Home » today » World » Authorities promised that China’s largest city would not be shut down. The next day came the counter message.

Authorities promised that China’s largest city would not be shut down. The next day came the counter message.

Shanghai has become a ghost town. 130 million elderly people are now at risk in China.

– This came on abruptly. The pandemic is ruining all my plans.

Zhang Lanlan was in hospital with her newborn baby when she had a difficult choice this weekend, she tells the Chinese newspaper Sixth Tone.

Should she and the baby leave the building immediately? The alternative was to pay 14,000 kroner to stay in the hospital until Friday.

As long as the corona quarantine lasts in the part of Shanghai she lives in.

After several weeks of more cautious measures, the Chinese authorities this weekend chose to shut down the country’s largest city from Monday morning. 25 million people have to stay at home. To achieve this, the city is divided into two:

First, everyone in the eastern part will be quarantined until Friday. Then there are people in the western part who have to lockdown.

Cabbage head for 90 kroner

The news was a surprise to most when it was announced on Sunday. The day before, local authorities had rejected that it would happen – because a closure would have too great financial consequences.

The announcement of a Shanghai lockdown led to people flocking to the shops to secure food and other necessary goods. In an instant, prices exploded. In social media, people show examples, such as one cabbage head for 90 kroner. Videos from supermarkets tell of empty shelves and great frustration.

“People are behaving like robbers,” 43-year-old Ren Xiaowen told the Hong Kong newspaper South China Morning Post. By then he had just spent half an hour in the chaos of a supermarket in Shanghai.

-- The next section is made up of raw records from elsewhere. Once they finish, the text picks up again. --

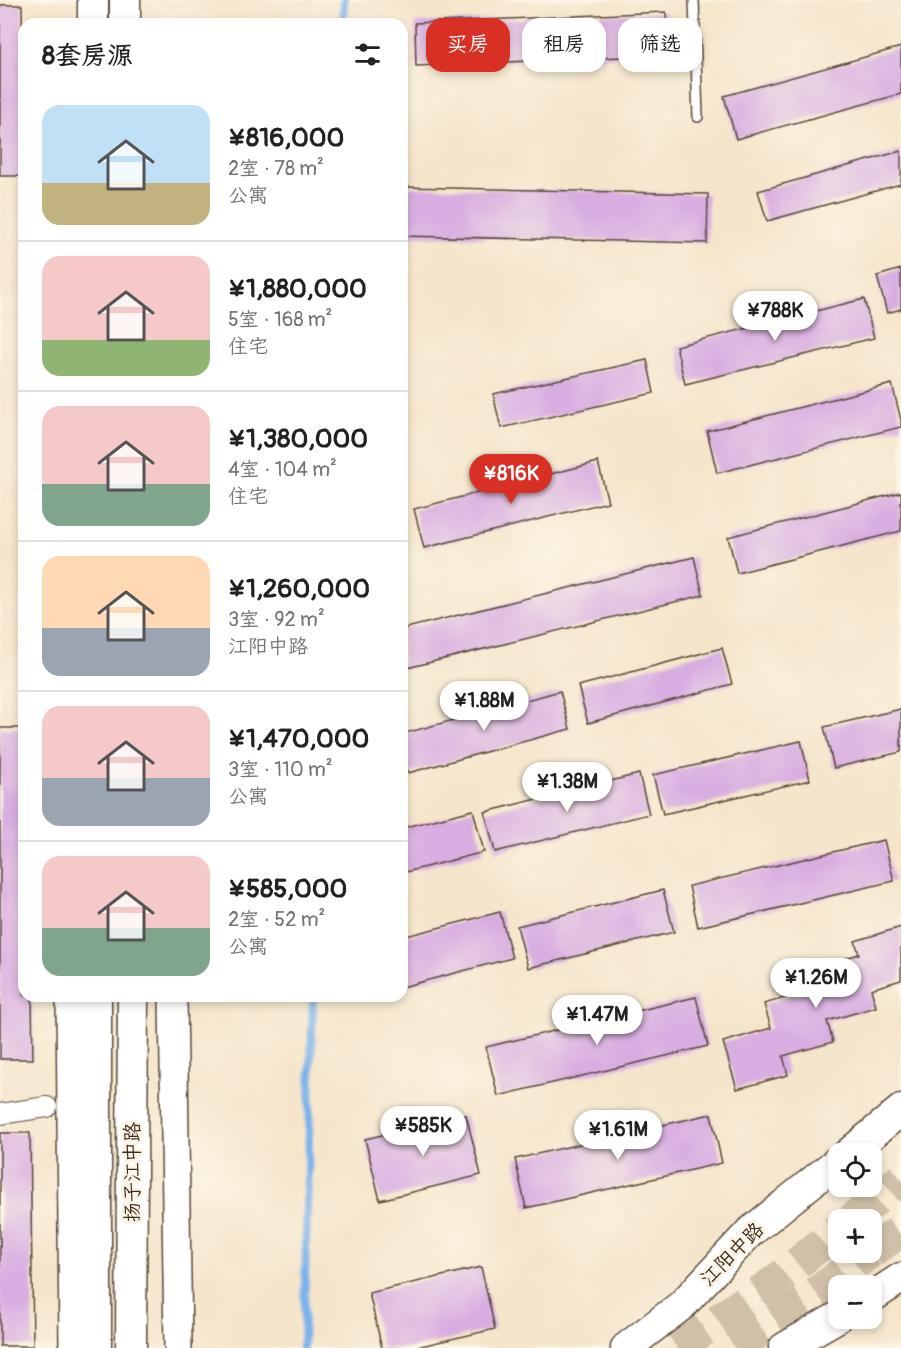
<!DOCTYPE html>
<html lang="zh">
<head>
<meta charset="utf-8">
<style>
  :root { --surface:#fff; --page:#f2f2f2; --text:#202124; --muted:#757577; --line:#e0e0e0; --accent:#d93025 }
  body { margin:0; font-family:Pangolin,"LXGW WenKai TC",sans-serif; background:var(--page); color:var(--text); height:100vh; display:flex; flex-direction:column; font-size:22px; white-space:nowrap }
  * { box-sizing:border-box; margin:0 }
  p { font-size:20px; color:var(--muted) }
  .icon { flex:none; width:33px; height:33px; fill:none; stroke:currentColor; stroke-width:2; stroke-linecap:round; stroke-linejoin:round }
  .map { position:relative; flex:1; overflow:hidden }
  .side { position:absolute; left:18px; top:18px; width:390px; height:984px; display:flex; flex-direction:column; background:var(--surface); border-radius:18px; box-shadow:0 3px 9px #0003 }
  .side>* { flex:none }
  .hud { position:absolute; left:426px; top:18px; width:384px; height:54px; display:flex; gap:12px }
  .tools { position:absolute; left:828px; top:1143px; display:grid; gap:12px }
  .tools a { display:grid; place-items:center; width:54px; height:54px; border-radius:12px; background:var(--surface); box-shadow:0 3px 9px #0003; font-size:30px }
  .price { position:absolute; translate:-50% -51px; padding:0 14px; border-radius:21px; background:#fff; color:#222; font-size:20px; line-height:39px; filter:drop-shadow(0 2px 3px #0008) }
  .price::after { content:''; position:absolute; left:50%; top:36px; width:18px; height:14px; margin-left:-9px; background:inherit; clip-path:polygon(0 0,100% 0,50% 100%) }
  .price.current { background:var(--accent); color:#fff }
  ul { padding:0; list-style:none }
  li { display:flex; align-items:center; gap:18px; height:150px; padding:0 24px }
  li+li { border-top:2px solid var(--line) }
  li span { display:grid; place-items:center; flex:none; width:168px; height:120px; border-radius:18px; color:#555 }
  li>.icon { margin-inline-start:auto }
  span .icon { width:72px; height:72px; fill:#fffc; stroke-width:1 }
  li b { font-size:26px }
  h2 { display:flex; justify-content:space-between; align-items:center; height:72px; padding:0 24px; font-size:26px }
  .pill { padding:0 21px; border-radius:18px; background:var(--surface); box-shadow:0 3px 9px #0003; font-size:21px; line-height:54px }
  .pill.current { background:var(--accent); color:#fff }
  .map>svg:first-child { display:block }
</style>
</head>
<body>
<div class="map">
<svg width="901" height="1348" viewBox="0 0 901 1348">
  <rect width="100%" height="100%" fill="#fcf5e5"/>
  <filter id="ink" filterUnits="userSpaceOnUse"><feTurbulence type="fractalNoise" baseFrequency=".0167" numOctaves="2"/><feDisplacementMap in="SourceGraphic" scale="12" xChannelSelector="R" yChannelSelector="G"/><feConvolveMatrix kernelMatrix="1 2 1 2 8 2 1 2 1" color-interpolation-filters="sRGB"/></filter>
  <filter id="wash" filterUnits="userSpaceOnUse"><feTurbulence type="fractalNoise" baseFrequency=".008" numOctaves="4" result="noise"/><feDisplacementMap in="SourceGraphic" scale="24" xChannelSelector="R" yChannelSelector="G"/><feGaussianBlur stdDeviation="1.35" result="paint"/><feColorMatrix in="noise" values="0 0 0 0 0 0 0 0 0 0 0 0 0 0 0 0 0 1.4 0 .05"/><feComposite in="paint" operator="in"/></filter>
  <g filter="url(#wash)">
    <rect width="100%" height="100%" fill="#f5e5ca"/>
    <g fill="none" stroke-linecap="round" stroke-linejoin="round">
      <g stroke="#7cb3eb" stroke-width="8">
        <polyline points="343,24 344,0"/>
        <polyline points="303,1348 313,996"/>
      </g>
    </g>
    <g id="blocks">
      <g fill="#d8ade1">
        <polygon points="0,5 22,5 24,176 0,176"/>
        <polygon points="666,12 668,55 416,66 415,23"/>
        <polygon points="901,47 901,94 736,139 724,96"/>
        <polygon points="901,151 901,184 767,221 758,191"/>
        <polygon points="404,187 708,194 707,243 403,236"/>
        <polygon points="901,269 901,309 887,313 877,276"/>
        <polygon points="864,299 874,338 685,384 676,346"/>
        <polygon points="647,360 654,393 501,428 493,394"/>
        <polygon points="892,384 901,420 901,427 717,473 707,431"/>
        <polygon points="598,462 608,502 424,548 414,509"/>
        <polygon points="901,492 901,531 737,573 728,537"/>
        <polygon points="694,557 703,595 403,669 402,629"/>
        <polygon points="722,648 732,684 588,723 578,686"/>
        <polygon points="560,691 570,729 408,773 402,751 402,734"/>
        <polygon points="901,709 901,752 834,768 824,727"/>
        <polygon points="0,728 24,728 24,996 32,996 33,1059 0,1059"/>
        <polygon points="801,741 810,780 663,814 653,775"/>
        <polygon points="639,774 649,814 495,852 485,812"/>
        <polygon points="473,810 484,852 402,873 402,828"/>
        <polygon points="884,840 894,881 698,927 689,886"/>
        <polygon points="663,890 674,932 528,968 517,926"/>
        <polygon points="500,912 512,958 402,987 402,937"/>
        <polygon points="901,927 901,980 871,989 876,1007 827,1021 833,1042 783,1056 788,1075 737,1089 723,1042 771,1028 764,1004 811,990 805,970 859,954 855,941"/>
        <polygon points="696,997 708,1046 498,1096 486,1047"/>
        <polygon points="711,1114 722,1163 526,1208 515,1159"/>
        <polygon points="466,1115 481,1175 380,1200 365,1139"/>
        <polygon points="0,1133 30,1133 33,1346 0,1346"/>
        <polygon points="481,1267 495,1329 412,1348 382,1348 369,1293"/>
      </g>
    </g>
  </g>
  <g filter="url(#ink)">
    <use href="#blocks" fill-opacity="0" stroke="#574638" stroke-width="1.5"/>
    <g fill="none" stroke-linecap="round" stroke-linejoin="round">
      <g stroke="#d0c0a8" stroke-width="33" stroke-dasharray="33 16" stroke-linecap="butt">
        <polyline points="851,1220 901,1179"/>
        <polyline points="872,1252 901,1230"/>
        <polyline points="677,1348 777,1280 838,1230"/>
        <polyline points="735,1348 811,1297 870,1252"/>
      </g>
      <g stroke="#574638" stroke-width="12">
        <polyline id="lane" points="694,0 698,117"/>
      </g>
      <g stroke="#574638" stroke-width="22">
        <polyline id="street" points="0,1114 47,1107"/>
      </g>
      <g stroke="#574638" stroke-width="30">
        <g id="secondary">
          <polyline points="70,996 73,1348"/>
          <polyline points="173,996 178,1348"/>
        </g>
      </g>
      <g stroke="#574638" stroke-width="33">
        <g id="primary">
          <polyline points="93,24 93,0"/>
          <polyline points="125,24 125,0"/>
          <polyline points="96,996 96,1348"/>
          <polyline points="848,1154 901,1110"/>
          <polyline points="872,1297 901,1278"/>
          <polyline points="131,1348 133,996"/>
          <polyline points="626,1348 682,1305 749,1233 838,1161"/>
          <polyline points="784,1348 838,1317"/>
        </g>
      </g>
      <use href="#lane" stroke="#fff" stroke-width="9"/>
      <use href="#street" stroke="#fff" stroke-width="20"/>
      <use href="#secondary" stroke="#fff" stroke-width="27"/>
      <use href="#primary" stroke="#fff" stroke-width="30"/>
    </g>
  </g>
  <g text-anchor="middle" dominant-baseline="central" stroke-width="6" stroke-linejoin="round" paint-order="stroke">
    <g font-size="20" fill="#3b2a1e" stroke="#fcf5e5">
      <text transform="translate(132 1172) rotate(-90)">扬子江中路</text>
      <text transform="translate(732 1254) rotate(-45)">江阳中路</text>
    </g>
  </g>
</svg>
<div class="tools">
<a><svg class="icon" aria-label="locate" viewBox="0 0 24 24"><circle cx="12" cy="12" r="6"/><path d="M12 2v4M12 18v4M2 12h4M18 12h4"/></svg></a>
<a>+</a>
<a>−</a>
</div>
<b class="price" style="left:775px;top:342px">¥788K</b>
<b class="price current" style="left:511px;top:505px">¥816K</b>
<b class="price" style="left:484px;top:732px">¥1.88M</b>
<b class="price" style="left:567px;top:813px">¥1.38M</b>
<b class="price" style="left:816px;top:1009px">¥1.26M</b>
<b class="price" style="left:597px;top:1046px">¥1.47M</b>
<b class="price" style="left:423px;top:1157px">¥585K</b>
<b class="price" style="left:618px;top:1161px">¥1.61M</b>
<div class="hud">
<a class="pill current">买房</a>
<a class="pill">租房</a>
<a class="pill">筛选</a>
</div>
<section class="side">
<h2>8套房源<svg class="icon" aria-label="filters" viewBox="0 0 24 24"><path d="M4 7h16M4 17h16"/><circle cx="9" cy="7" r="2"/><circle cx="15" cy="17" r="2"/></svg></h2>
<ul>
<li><span style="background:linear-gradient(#bfe0f5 65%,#c2b280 0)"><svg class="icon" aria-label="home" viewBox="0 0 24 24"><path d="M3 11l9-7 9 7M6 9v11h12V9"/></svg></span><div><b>¥816,000</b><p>2室 · 78 m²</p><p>公寓</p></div></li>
<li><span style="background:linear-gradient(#f6c9c9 70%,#8fb573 0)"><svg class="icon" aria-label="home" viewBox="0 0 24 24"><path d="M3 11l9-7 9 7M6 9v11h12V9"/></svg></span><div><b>¥1,880,000</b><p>5室 · 168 m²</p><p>住宅</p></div></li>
<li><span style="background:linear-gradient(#f6c9c9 65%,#7fa58c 0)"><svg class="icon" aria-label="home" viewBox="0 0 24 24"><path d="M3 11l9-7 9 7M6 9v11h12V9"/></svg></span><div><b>¥1,380,000</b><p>4室 · 104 m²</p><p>住宅</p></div></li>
<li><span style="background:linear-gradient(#ffd9b3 60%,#9aa5b1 0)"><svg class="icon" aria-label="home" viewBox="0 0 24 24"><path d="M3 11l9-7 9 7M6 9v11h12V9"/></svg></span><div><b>¥1,260,000</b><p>3室 · 92 m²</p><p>江阳中路</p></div></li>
<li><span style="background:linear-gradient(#f6c9c9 60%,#9aa5b1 0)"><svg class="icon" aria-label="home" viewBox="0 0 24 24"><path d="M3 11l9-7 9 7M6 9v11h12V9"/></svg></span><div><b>¥1,470,000</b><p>3室 · 110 m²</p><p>公寓</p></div></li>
<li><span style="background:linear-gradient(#f6c9c9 60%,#7fa58c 0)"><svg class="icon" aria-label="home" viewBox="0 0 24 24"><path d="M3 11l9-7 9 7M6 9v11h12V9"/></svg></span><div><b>¥585,000</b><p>2室 · 52 m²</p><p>公寓</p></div></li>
</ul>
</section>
</div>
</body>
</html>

Videos on social media also testify approach to panic at the apartment blocks where people are now being detained. In the videos you can see how people crowd together and try to break out through the gates outside the blocks they live in.

At the same time, banking and finance workers are trying to keep the economic wheels in China’s response to Wall Street. Around 20,000 people now sleep in the workplace so that they can continue to work through the shutdown, he writes Reuters.

6000 camp beds on the exhibition floor

The reason for the rapid shutdown is probably that infection rates in Shanghai have risen very rapidly in recent days. On Sunday, 3450 new cases were reported in the city. That was 70 percent of all new cases across China, according to the country’s health authorities. On Monday, Shanghai numbers were even higher.

The emergency solutions are many. The city’s large conference and exhibition center, known as the Shanghai Expo, has now been turned into a giant dormitory for quarantined people. The building can accommodate 6,000 people, writes the Chinese news service CGTN.

In November, the same halls were filled with expensive, new luxury products at the big import fair. Among other things, the car manufacturer Tesla showed off several of its electric cars.

Now Tesla’s factory in Shanghai is temporarily closed, according to Reuters. And the exhibition hall is full of people on simple camp beds.

The large exhibition halls of the Shanghai Expo have now been converted into dormitories.

To remedy the huge financial costs of the Shanghai shutdown, the authorities have already announced major rescue packages. A combination of tax cuts and other measures has a total price tag for the authorities of as much as 190 billion kroner, according to South China Morning Post.

– The goal is to avoid redundancies, says Ruan Qing at the city’s reform and development commission to the newspaper.

130 million elderly at risk

The closure is costing China dearly. But the alternative can be far more expensive. For two years, a zero tolerance for the virus has contributed to elderly and unvaccinated Chinese being spared from getting coronary heart disease. The rapid spread of the virus in recent weeks means that many of these vulnerable residents are now at risk.

At least 130 million Chinese over the age of 60 are either unvaccinated or have received less than three doses of the vaccine, according to a study from the University of Hong Kong. It writes the British newspaper Financial Times.

This group is at greater risk than others if they become infected with the virus because they are not fully protected by the vaccine. It is also unclear whether the Chinese-made Sinovac vaccine, which most people have taken in China, is as effective as the mRNA vaccines of Pfizer and Moderna.

Shanghai goes into lockdown in two phases. Until Friday, the eastern part is closed down. Then people in the western part have to stay inside.

The Chinese are now holding their breath to see if the closure of Shanghai and other cities will be enough to keep the omikron at bay.

And Zhang Lanlan, who became a mother at a Shanghai hospital last week? She chose to pay what it costs to stay there until the quarantine period is over.

– I am lucky compared to people who will give birth now in the next couple of days. They have to deal with much more uncertainty and worry, she tells Sixth Tone.

And adds:

– Some of them checked in at the maternity ward or at hotels outside the quarantine zone in advance. Then they do not have to be trapped in their apartment blocks.